Problem details: A verbatim restatement of the data, free of pictures, is what you should output.

Task material:
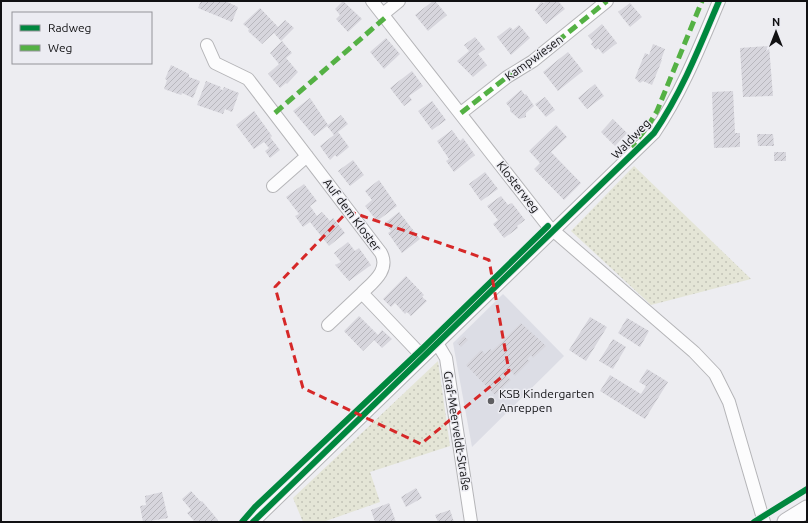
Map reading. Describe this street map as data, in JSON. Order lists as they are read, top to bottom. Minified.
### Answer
{"streets":{"street":["Kampwiesen","Waldweg","Klosterweg","Auf dem Kloster","Graf-Meerveldt-Straße"]},"crossings":[["Kampwiesen","Klosterweg"],["Waldweg","Klosterweg"]],"places":["KSB Kindergarten Anreppen"],"legend":["Radweg","Weg"],"north":"top"}
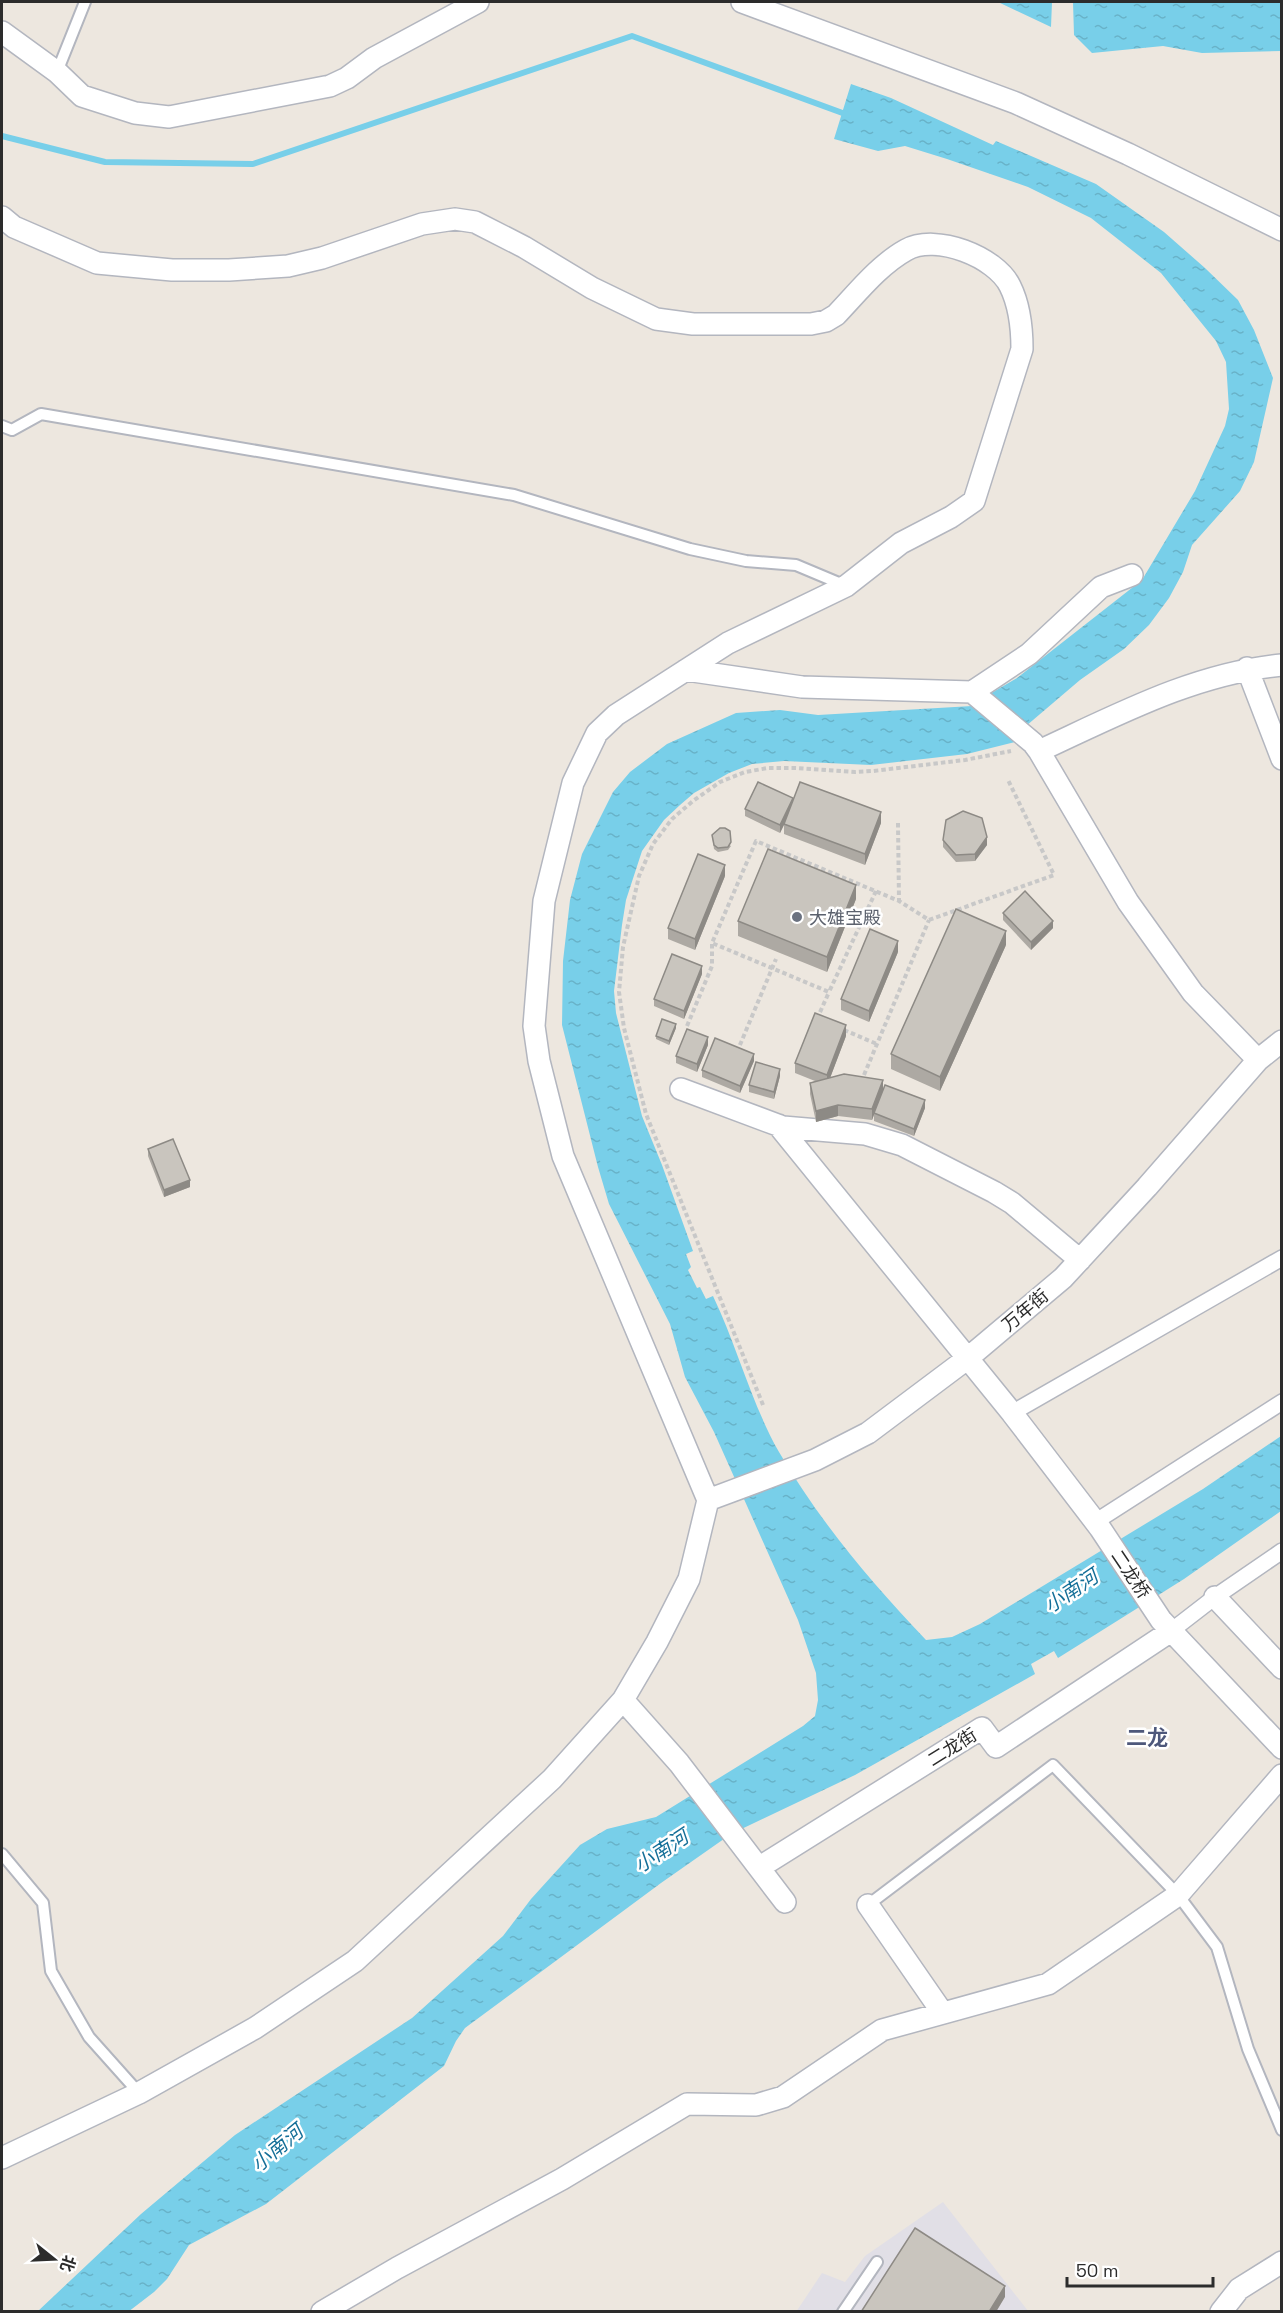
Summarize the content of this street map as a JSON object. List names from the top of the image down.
{
  "streets": {
    "street": ["万年街", "二龙桥", "二龙街"]
  },
  "crossings": [
    ["万年街", "二龙桥"],
    ["二龙桥", "二龙街"]
  ],
  "districts": ["二龙"],
  "water": ["小南河"],
  "places": ["大雄宝殿"],
  "scale_bar": "50 m",
  "north": "right"
}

Solved exercise:
Map reading. Describe this street map as data, in JSON. Order lists as they are read, top to bottom. Minified.
### Answer
{"streets":{"street":["Kampwiesen","Waldweg","Klosterweg","Auf dem Kloster","Graf-Meerveldt-Straße"]},"crossings":[["Kampwiesen","Klosterweg"],["Waldweg","Klosterweg"]],"places":["KSB Kindergarten Anreppen"],"legend":["Radweg","Weg"],"north":"top"}
Summarize the content of this street map as a JSON object. List names from the top of the image down.
{
  "streets": {
    "street": ["万年街", "二龙桥", "二龙街"]
  },
  "crossings": [
    ["万年街", "二龙桥"],
    ["二龙桥", "二龙街"]
  ],
  "districts": ["二龙"],
  "water": ["小南河"],
  "places": ["大雄宝殿"],
  "scale_bar": "50 m",
  "north": "right"
}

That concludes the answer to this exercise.